I presume this is a universal problem. Most intelligent species kill themselves off within 100 years or so after attaining the ability to communicate across the cosmos. It takes millions of years to evolve another stab at it. At any one time, then, there are not many intelligent species out there.


What kinds of technological species would manage to hang in there for a million years or so? They would have evolved their intelligence slowly. They would be extremely cautious and conservative. They would know to keep well hidden to avoid being attacked by predatory species. Any sane animal keeps a low profile in a hostile or unfamiliar environment.

Humans are like sacrificial goats bleating to the universe. Come and get me! We are so naïve when we have absolutely no idea what dangers may lurk out there.

Won’t Anyone Talk To Us?

Advanced technology in the wrong hands will only harm. A wise extraterrestrial civilisation would carefully encode any messages it broadcast so that a primitive race like ours could not read them and misuse them. To us they would just look like static.

Are We Being Observed?

Since it takes too long to physically travel interstellar distances, I would imagine, if we were being monitored, it would be from a great distance, or via miniaturised electronics disguised as various natural objects, perhaps as small as grains of sand.

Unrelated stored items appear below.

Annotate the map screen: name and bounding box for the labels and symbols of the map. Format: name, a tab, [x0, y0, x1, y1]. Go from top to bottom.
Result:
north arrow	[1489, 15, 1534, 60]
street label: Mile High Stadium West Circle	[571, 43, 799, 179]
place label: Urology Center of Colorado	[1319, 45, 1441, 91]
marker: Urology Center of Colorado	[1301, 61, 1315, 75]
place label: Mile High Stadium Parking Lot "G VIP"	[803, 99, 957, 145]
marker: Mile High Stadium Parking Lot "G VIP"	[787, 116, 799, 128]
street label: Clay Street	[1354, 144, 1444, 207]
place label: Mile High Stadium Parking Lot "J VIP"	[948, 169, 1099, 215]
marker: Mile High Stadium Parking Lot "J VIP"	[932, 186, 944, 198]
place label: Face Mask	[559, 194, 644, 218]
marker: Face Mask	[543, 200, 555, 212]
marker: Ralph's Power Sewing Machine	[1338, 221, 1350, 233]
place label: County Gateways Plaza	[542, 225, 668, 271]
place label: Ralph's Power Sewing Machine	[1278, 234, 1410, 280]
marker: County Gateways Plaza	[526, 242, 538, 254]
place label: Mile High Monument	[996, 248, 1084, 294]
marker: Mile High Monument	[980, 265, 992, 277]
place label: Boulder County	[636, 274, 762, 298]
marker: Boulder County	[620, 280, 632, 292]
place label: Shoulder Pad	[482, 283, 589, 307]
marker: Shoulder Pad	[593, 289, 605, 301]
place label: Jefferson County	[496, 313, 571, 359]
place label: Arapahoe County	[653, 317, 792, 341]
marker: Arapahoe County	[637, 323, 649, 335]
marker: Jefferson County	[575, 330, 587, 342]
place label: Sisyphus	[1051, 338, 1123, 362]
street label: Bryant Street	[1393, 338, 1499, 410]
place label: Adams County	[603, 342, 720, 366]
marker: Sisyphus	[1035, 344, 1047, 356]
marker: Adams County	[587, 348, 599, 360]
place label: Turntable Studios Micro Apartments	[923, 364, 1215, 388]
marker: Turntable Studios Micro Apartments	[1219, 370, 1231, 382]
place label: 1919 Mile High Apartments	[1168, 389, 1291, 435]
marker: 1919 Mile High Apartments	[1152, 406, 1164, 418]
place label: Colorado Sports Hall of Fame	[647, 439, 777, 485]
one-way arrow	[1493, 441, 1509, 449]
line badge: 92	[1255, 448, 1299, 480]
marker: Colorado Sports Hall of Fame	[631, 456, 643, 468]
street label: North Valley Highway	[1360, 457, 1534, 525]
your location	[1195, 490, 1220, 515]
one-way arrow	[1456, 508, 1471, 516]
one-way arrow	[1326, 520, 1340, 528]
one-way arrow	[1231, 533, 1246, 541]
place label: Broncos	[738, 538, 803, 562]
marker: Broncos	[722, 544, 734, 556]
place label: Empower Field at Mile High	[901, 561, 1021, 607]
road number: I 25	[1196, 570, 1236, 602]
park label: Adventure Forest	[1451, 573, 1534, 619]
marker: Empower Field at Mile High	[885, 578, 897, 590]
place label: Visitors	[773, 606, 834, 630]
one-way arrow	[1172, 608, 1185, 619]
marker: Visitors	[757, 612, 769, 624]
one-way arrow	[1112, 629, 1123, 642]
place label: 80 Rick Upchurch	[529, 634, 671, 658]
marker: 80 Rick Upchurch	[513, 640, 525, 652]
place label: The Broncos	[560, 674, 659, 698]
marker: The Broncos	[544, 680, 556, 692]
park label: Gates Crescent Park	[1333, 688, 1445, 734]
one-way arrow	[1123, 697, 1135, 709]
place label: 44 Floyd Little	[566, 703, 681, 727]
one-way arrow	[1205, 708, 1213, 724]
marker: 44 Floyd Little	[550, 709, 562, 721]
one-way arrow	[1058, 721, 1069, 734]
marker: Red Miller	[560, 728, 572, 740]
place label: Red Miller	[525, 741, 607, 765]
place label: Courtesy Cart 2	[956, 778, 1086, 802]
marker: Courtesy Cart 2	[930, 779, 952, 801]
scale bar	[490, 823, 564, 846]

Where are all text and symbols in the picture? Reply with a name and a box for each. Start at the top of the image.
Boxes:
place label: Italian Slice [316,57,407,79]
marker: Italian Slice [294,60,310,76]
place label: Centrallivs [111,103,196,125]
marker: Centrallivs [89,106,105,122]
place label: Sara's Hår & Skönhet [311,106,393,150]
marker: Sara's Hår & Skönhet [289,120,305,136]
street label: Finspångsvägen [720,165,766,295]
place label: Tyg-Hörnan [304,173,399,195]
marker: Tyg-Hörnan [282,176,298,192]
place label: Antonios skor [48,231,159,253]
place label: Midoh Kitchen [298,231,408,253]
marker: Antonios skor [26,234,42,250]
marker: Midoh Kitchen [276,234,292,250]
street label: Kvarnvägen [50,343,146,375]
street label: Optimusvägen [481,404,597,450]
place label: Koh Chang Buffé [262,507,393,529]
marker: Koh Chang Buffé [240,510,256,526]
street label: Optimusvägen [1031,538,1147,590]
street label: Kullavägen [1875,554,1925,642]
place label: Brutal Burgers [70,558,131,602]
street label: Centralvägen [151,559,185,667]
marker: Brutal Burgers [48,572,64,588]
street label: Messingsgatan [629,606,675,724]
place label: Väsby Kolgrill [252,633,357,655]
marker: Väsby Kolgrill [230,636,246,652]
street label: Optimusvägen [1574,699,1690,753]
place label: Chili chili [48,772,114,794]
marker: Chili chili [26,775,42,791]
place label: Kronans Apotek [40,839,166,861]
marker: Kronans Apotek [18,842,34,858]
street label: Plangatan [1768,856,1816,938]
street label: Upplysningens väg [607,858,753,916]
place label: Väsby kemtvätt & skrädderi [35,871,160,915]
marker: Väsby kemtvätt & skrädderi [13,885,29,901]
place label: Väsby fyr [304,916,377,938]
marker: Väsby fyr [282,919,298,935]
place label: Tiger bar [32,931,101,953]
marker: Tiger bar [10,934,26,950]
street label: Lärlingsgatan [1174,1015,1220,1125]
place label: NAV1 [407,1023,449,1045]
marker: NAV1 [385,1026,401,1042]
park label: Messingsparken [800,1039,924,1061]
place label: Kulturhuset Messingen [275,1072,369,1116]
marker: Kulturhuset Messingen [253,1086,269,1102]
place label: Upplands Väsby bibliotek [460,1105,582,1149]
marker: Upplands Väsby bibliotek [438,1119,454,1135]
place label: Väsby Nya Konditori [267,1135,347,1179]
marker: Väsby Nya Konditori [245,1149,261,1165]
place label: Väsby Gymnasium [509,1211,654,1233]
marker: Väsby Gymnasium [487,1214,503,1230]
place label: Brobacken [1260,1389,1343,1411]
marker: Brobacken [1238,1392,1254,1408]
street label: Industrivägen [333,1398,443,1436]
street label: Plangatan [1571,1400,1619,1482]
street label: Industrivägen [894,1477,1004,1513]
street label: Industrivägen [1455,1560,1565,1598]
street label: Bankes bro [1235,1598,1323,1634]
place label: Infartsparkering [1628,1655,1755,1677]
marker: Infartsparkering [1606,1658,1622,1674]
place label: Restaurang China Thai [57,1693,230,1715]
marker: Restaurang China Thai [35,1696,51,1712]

The extraterrestrials would look upon us the way we study the habits of some endangered monkey. For them, the evolution of a technological species might be a rare event and something worthy of study, without interference. They would know our odds are remote of us surviving more than another century, but we would be interesting just the same, partly for the sheer entertainment value. Man has got to be one of the strangest creatures. Perhaps we appear on the Milky Way’s Funniest Home Videos or Wild Kingdom.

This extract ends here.